--- TASK TO CARRY OUT ---
A faithful retyping of every entry below is wanted, with images left out.

Top of DATA FOR THE TASK

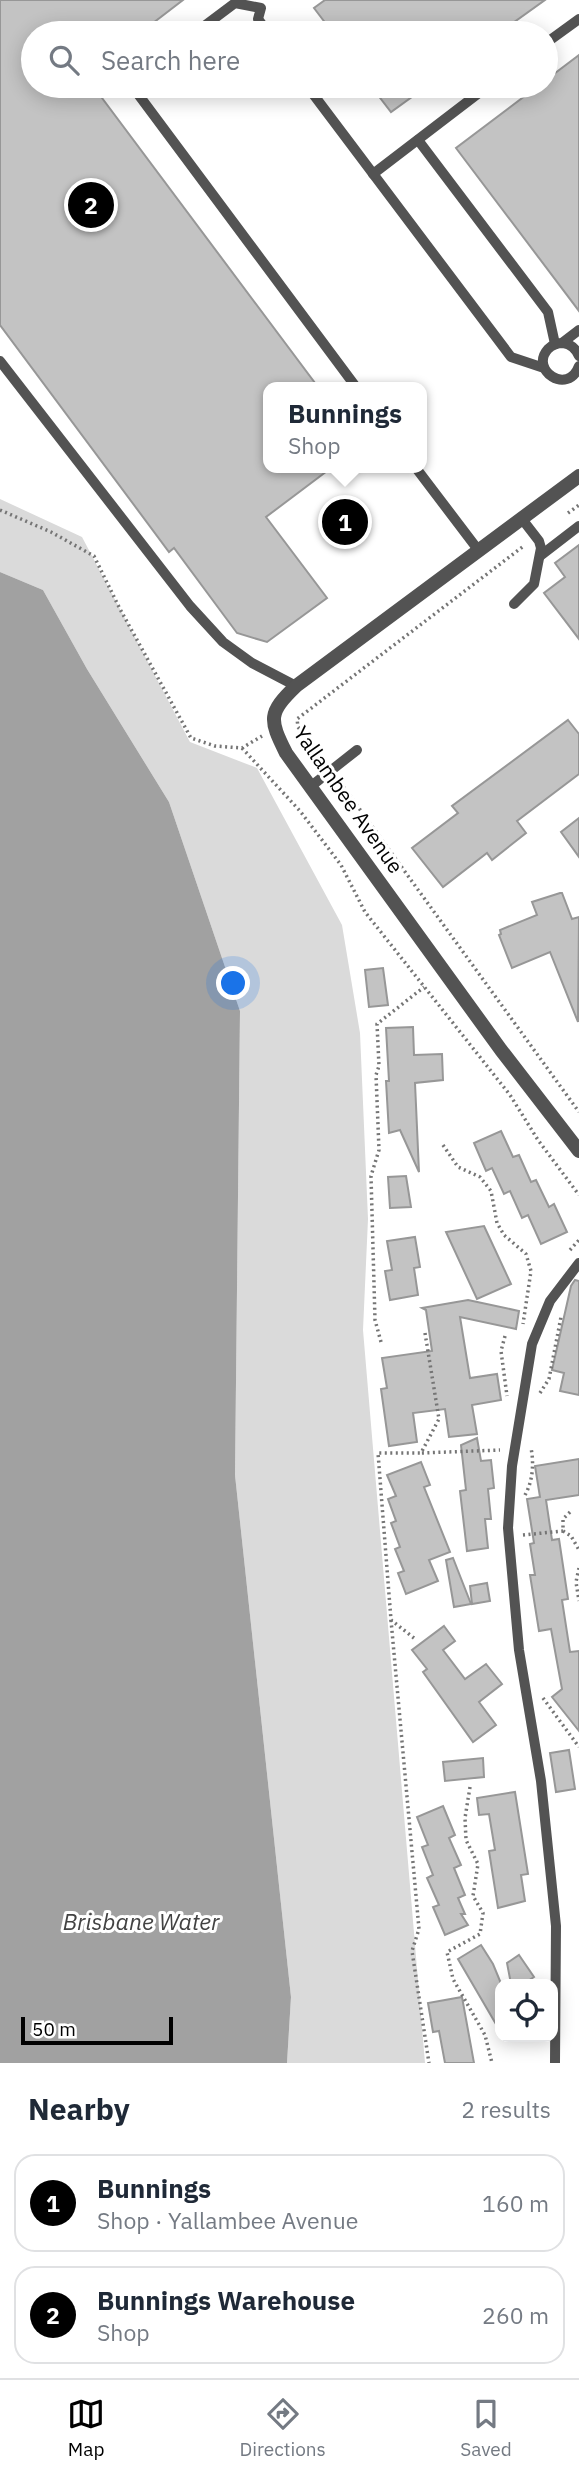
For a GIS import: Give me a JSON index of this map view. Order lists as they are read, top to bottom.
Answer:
{
  "streets": {
    "street": ["Yallambee Avenue"]
  },
  "water": ["Brisbane Water"],
  "scale_bar": "50 m",
  "page": {
    "search": "Search here",
    "pins": ["2", "1"],
    "popup": ["Bunnings", "Shop"],
    "scale": "50 m",
    "heading": ["Nearby", "2 results"],
    "list": [
      {
        "mark": "1",
        "name": "Bunnings",
        "note": "Shop · Yallambee Avenue",
        "value": "160 m"
      },
      {
        "mark": "2",
        "name": "Bunnings Warehouse",
        "note": "Shop",
        "value": "260 m"
      }
    ],
    "nav": ["Map", "Directions", "Saved"]
  }
}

Bottom of DATA FOR THE TASK

--- SOLUTION BELOW ---
For a GIS import: Give me a JSON index of this map view. Order lists as they are read, top to bottom.
Answer:
{
  "streets": {
    "street": ["Yallambee Avenue"]
  },
  "water": ["Brisbane Water"],
  "scale_bar": "50 m",
  "page": {
    "search": "Search here",
    "pins": ["2", "1"],
    "popup": ["Bunnings", "Shop"],
    "scale": "50 m",
    "heading": ["Nearby", "2 results"],
    "list": [
      {
        "mark": "1",
        "name": "Bunnings",
        "note": "Shop · Yallambee Avenue",
        "value": "160 m"
      },
      {
        "mark": "2",
        "name": "Bunnings Warehouse",
        "note": "Shop",
        "value": "260 m"
      }
    ],
    "nav": ["Map", "Directions", "Saved"]
  }
}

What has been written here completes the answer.